Suppose we have $75$ boxes that are labeled from $1$ to $75$ and that in each box there is at least one ball, but there are not more than $125$ balls total. I'm trying to find the largest number $n \in \left\{1,\, \ldots,\, 75 \right\}$ such that this statement is true: There is a collection of neighbouring boxes that contain exactly $n$ balls together. With neighbouring boxes I mean that their labels have to be consecutive.
I hope it's clear what I mean. We can rephrase the statement like this: $1 \leq x_i$, $1 \leq i \leq 75$ and $\sum_{i=1}^{75} x_i \leq 125$. Then there is a sequence $x_i,\, x_{i+1},\, \ldots,\, x_{i+j}$ such that $n=x_i + x_{i+1} + \ldots + x_{i+j}$ for some $j$.
The pigeonhole principle allows an easy proof of the statement for $n \leq 24$ that doesn't work for $n \geq 25$. I tried to apply the following algorithm to create simple counter-examples: To prevent the first $n$ boxes from contributing to a collection, we need $n+1$ balls in the $n$th box. Then we do the same with the following boxes, starting at $n+1$ and so on.
The algorithm only works for $33 \leq n \leq 49$. For smaller $n$, we would need two boxes with $n+1$ balls, but since we have at most $125$ balls altogether and each box contains at least one ball, there are not enough spare balls.

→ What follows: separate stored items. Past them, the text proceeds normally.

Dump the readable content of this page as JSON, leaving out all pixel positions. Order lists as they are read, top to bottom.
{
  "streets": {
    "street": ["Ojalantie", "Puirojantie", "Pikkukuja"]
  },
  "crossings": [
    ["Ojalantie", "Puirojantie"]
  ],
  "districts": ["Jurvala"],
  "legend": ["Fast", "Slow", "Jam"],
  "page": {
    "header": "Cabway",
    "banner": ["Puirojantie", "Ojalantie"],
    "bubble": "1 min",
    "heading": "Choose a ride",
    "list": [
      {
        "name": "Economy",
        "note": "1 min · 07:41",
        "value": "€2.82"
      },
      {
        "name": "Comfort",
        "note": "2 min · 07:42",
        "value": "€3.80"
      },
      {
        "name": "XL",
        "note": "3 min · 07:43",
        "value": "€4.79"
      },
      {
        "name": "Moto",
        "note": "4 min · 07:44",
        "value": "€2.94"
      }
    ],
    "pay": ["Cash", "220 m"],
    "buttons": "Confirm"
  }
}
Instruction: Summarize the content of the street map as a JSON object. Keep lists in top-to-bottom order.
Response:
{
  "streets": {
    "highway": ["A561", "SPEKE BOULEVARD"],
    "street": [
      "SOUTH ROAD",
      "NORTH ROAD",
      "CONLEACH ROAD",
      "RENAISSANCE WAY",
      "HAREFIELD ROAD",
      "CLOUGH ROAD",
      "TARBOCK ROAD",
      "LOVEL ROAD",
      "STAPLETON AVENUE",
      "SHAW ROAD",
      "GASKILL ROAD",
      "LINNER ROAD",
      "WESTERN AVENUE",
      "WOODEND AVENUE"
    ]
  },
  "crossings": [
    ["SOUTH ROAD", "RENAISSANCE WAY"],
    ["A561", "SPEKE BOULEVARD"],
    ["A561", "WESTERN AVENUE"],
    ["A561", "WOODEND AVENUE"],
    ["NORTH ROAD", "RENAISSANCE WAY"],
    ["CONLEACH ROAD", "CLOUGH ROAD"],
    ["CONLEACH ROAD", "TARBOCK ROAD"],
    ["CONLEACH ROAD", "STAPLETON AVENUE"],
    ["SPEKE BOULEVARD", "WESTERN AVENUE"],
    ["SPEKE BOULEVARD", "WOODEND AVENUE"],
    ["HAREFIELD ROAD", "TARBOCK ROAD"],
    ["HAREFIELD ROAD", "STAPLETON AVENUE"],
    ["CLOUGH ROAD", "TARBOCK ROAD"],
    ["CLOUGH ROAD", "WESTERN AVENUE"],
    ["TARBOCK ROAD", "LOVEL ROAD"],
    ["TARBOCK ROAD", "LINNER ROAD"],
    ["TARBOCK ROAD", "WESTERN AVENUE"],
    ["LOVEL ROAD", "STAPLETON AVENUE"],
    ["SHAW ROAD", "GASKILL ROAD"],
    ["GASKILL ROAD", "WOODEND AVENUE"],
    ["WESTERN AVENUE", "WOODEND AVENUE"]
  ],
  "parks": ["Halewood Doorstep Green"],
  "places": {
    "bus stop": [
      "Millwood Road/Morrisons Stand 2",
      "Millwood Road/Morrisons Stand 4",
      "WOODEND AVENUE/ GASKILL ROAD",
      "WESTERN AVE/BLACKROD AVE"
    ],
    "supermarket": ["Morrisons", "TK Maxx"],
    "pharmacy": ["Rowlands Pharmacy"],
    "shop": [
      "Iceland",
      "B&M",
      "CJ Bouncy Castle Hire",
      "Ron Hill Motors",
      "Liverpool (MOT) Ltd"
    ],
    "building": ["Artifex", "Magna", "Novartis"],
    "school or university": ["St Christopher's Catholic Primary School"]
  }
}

For $50 \leq n \leq 75$, there are not even enough balls to put $n+1$ balls in any box.
If the algorithm I mentioned above is optimal, then the statement is true for all $n$, except those between $33$ and $49$. But if that's true, how can I prove it for $25 \leq n \leq 32$ and $50 \leq n \leq 75$?
Okay, here's a fuller account of how to apply what "Bananarama" wrote to the original problem. That answer looks like it settles $n=25$ and $32\le n\le37$ without alteration. For $n$ in between, remember that the final boxes cannot be empty. Now we consider larger values of $n$.
Statement. A sequence of $n$ integers contains an uninterrupted stretch with a sum divisible by $n$.
Proof. Considering subsets $\{a_1\},\{a_1,a_2\},...\{a_1,a_2,...,a_n\}$. If none has a sum divisible by $n$, their sums must fall into $n-1$ residue classes; by the pigeonhole principle, two must be in the same class, in which case we can remove members of the smaller set from the larger to obtain the stretch with sum divisible by $n$. $\blacksquare$
In the original problem, with $75$ boxes, there must be an uninterrupted stretch of boxes with a sum divisible by $75$.
But that sum must be positive, and cannot be $150$ or any greater multiple. So it is $75$.
This will work without modification for $63\le n\le75$.
Now consider $51\le n\le62$. The first $n$ boxes contain a stretch with $n$ or $2n$ balls. But if it's $2n$, then the last $75-n$ boxes contain no more than $125-2n$ balls. There must be at least as many balls as boxes, so $75-n\le125-2n\implies n\le50$, a contradiction.